Evraz terdaftar di Bursa Efek London, tetapi sahamnya terbuka sejak Maret 2022, ketika Abramovich dikenai sanksi.
Perusahaan yang 29% sahamnya dimiliki oleh Abramovich ini sebelumnya telah menolak untuk menyediakan bahan baku untuk membangun tank Rusia.
Pengacara Shvidler, Michael O’Kane dari Peters dan Peters, mengatakan kliennya diserang secara salah.
“Tuan Shvidler adalah warga negara Inggris/Amerika,” kata O’Kane. “Dia tidak pernah menjadi warga negara Rusia. Inggris telah memberinya sanksi karena terlibat dalam aktivitas yang sepenuhnya sah terkait dengan perusahaan FTSE 100 (perusahaan baja Evraz).

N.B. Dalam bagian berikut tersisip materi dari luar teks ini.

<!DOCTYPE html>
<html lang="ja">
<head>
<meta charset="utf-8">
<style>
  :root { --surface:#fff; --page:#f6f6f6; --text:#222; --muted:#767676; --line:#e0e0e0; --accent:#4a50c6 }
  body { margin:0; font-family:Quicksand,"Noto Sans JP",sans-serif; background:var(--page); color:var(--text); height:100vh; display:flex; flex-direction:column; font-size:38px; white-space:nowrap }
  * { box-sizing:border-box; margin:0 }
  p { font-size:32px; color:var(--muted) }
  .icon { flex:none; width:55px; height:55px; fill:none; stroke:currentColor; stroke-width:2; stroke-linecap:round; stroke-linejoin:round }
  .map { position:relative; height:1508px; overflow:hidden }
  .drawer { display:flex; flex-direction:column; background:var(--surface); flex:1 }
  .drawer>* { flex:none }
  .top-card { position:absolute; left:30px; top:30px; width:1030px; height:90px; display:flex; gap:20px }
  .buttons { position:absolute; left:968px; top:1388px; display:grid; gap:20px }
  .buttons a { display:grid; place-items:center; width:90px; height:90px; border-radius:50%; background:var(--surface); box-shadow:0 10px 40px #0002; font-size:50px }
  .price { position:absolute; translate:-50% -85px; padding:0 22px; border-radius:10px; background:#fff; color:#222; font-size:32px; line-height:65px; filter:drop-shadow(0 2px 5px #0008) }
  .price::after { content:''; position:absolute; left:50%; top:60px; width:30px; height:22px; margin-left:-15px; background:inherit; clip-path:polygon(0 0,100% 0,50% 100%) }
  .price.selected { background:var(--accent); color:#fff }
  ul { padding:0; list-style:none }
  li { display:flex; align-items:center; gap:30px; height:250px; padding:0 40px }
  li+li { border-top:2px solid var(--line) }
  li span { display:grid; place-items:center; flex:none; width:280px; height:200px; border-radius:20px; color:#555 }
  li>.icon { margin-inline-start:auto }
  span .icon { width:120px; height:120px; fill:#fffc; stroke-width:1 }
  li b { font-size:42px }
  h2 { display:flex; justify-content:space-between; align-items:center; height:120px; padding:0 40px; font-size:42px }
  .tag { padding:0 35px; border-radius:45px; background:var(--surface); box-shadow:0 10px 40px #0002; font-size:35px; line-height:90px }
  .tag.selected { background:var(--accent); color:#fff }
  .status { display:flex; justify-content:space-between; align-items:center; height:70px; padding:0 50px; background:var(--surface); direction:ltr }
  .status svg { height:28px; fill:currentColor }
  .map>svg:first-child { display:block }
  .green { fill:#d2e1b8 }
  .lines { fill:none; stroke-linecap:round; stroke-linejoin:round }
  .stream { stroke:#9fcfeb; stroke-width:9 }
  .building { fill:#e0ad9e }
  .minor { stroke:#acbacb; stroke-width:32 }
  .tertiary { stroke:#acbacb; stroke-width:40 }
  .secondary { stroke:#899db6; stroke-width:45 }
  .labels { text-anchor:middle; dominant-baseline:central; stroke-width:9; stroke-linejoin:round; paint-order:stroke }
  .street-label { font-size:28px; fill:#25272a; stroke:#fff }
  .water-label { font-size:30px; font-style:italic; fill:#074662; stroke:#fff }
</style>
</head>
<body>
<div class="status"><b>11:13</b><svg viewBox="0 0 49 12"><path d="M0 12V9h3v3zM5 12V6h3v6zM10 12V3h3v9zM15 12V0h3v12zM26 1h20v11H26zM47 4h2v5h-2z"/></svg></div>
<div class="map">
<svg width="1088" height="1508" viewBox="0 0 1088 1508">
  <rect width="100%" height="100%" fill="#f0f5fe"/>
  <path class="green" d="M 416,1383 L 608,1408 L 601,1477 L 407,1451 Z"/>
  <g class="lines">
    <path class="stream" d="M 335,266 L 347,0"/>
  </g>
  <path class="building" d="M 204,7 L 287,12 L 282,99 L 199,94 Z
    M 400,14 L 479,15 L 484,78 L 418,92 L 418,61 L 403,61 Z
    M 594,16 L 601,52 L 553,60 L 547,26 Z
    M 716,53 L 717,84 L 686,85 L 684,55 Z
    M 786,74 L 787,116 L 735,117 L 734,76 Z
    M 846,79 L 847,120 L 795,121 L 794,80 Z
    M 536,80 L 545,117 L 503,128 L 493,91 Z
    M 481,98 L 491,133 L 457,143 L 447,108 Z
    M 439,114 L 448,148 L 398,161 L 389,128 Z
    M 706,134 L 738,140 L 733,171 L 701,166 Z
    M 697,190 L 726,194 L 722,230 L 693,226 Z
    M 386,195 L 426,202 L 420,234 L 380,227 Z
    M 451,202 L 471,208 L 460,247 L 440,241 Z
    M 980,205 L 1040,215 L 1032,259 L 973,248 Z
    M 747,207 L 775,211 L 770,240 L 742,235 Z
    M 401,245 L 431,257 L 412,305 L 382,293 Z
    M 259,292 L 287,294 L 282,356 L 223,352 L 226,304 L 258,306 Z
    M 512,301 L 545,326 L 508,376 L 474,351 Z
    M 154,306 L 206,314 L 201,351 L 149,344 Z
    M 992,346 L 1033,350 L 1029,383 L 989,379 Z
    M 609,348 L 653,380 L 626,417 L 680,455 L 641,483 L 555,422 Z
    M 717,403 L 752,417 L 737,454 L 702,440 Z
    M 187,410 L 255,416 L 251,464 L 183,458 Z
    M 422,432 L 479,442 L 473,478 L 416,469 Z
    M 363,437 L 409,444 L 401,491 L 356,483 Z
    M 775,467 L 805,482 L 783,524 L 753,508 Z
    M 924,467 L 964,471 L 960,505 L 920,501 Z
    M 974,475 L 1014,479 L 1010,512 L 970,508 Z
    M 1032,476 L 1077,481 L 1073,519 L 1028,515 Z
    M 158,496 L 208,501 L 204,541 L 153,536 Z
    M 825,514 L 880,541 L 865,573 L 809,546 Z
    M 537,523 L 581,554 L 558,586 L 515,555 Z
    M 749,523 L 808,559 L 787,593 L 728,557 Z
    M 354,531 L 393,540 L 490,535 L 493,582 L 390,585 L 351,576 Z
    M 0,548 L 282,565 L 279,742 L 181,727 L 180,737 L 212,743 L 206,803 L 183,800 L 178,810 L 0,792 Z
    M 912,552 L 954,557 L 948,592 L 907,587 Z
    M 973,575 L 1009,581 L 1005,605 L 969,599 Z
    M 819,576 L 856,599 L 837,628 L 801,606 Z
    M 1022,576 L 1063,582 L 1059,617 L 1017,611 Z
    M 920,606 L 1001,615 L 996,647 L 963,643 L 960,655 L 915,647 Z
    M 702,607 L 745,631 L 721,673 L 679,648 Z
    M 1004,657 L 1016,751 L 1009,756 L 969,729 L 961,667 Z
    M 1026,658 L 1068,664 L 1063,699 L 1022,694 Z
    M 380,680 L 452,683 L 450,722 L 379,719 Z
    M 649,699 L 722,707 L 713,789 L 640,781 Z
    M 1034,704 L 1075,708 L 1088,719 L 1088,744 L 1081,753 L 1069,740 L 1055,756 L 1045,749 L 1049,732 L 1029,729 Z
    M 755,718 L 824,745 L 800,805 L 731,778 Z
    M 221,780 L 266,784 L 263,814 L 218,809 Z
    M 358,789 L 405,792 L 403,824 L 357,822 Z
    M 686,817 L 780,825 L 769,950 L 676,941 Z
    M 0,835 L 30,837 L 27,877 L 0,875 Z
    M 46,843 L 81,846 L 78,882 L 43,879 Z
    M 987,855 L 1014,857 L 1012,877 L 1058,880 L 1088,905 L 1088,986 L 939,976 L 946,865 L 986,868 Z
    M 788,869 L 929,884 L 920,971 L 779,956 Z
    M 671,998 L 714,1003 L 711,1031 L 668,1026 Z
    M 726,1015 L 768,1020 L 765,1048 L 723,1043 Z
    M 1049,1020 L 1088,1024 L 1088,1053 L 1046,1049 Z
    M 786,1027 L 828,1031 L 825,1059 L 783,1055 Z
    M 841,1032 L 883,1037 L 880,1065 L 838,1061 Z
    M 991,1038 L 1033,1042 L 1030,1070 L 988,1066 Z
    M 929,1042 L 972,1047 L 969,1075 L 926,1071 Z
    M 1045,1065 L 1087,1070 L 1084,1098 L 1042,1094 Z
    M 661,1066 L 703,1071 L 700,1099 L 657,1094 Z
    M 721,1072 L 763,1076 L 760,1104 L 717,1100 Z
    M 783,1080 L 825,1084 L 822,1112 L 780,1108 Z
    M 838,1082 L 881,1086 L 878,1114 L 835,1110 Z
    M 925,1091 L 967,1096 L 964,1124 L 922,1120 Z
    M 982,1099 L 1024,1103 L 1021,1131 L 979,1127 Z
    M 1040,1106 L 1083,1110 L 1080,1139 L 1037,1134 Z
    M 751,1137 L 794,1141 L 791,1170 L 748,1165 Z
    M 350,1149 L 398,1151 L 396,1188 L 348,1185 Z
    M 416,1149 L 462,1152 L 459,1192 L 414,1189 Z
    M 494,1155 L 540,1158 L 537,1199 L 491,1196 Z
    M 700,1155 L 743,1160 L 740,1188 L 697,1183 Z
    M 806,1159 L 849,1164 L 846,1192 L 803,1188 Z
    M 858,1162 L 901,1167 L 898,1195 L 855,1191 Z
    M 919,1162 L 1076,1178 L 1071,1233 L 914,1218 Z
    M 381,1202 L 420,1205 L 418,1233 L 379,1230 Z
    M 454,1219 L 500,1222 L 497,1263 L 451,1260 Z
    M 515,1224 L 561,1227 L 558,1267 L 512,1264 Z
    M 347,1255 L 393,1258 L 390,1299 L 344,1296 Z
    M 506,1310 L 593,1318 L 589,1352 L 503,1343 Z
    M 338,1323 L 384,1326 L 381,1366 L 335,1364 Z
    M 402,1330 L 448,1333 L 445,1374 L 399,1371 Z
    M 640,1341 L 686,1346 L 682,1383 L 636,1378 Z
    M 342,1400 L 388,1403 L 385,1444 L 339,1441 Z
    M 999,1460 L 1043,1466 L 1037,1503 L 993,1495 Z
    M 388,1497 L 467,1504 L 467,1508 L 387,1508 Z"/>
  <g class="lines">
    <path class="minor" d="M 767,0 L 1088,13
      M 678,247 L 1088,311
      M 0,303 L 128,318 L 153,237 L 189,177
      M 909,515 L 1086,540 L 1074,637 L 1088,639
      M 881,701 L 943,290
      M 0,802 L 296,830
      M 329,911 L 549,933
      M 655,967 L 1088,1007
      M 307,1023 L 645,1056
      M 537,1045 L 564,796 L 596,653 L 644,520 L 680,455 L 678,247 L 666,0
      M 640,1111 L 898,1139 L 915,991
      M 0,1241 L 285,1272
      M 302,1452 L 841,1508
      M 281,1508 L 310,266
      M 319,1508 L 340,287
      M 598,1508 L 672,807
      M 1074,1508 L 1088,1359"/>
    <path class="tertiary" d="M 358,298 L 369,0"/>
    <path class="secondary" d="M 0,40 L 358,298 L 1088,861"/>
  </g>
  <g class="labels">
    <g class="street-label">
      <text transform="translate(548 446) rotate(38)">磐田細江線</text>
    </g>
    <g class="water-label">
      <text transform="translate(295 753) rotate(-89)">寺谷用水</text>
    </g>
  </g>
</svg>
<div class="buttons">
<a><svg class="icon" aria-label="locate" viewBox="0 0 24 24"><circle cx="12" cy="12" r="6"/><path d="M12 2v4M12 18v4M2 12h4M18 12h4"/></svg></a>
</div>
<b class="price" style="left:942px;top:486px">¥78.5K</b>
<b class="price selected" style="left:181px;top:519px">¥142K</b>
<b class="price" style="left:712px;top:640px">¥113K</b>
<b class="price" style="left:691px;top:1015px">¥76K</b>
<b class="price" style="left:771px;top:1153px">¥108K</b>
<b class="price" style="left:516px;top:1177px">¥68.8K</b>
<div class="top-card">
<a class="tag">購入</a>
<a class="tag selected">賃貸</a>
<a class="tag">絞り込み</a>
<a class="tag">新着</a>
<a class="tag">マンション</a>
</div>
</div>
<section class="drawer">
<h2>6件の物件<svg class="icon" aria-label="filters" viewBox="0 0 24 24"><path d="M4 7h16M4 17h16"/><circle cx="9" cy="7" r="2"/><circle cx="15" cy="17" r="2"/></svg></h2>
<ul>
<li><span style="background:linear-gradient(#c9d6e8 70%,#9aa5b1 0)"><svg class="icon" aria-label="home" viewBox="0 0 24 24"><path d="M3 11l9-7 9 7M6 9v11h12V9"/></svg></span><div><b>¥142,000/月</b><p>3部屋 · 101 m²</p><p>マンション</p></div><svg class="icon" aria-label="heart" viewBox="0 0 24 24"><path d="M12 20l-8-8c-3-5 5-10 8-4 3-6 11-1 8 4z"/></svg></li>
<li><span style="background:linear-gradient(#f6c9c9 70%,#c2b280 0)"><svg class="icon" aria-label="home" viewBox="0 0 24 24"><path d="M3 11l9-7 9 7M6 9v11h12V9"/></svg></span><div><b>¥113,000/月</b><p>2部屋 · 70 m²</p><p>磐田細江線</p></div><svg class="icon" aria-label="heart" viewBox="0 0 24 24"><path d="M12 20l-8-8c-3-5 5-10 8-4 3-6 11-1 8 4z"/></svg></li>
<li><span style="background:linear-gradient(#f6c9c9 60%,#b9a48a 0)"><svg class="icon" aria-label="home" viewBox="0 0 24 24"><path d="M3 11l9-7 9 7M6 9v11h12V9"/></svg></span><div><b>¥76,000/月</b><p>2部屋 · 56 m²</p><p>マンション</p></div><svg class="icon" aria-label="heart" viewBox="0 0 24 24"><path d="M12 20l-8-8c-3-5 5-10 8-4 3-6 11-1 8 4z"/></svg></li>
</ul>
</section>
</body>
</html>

“Dia telah berbicara menentang perang dan tidak dapat mempengaruhi tindakan pemerintah Rusia di Ukraina, yang merupakan tujuan dari sanksi ini.”
Seorang juru bicara FCDO mengatakan: “Sejak Rusia memulai invasi habis-habisan ke Ukraina, Inggris dan mitra internasional kami telah memberlakukan paket sanksi yang belum pernah terjadi sebelumnya untuk merusak kemampuan Putin mendanai perang ilegalnya, merusak mesin militernya dan menargetkan mereka yang mendukung Putin dan rezimnya.
“Sanksi Inggris dirancang dalam kerangka hukum yang adil dan transparan yang menawarkan perlindungan kepada mereka yang ditunjuk. Ini berarti bahwa setiap orang atau entitas yang terkena sanksi memiliki hak untuk menantang penunjukan mereka dan ada cara hukum yang jelas untuk melakukannya.”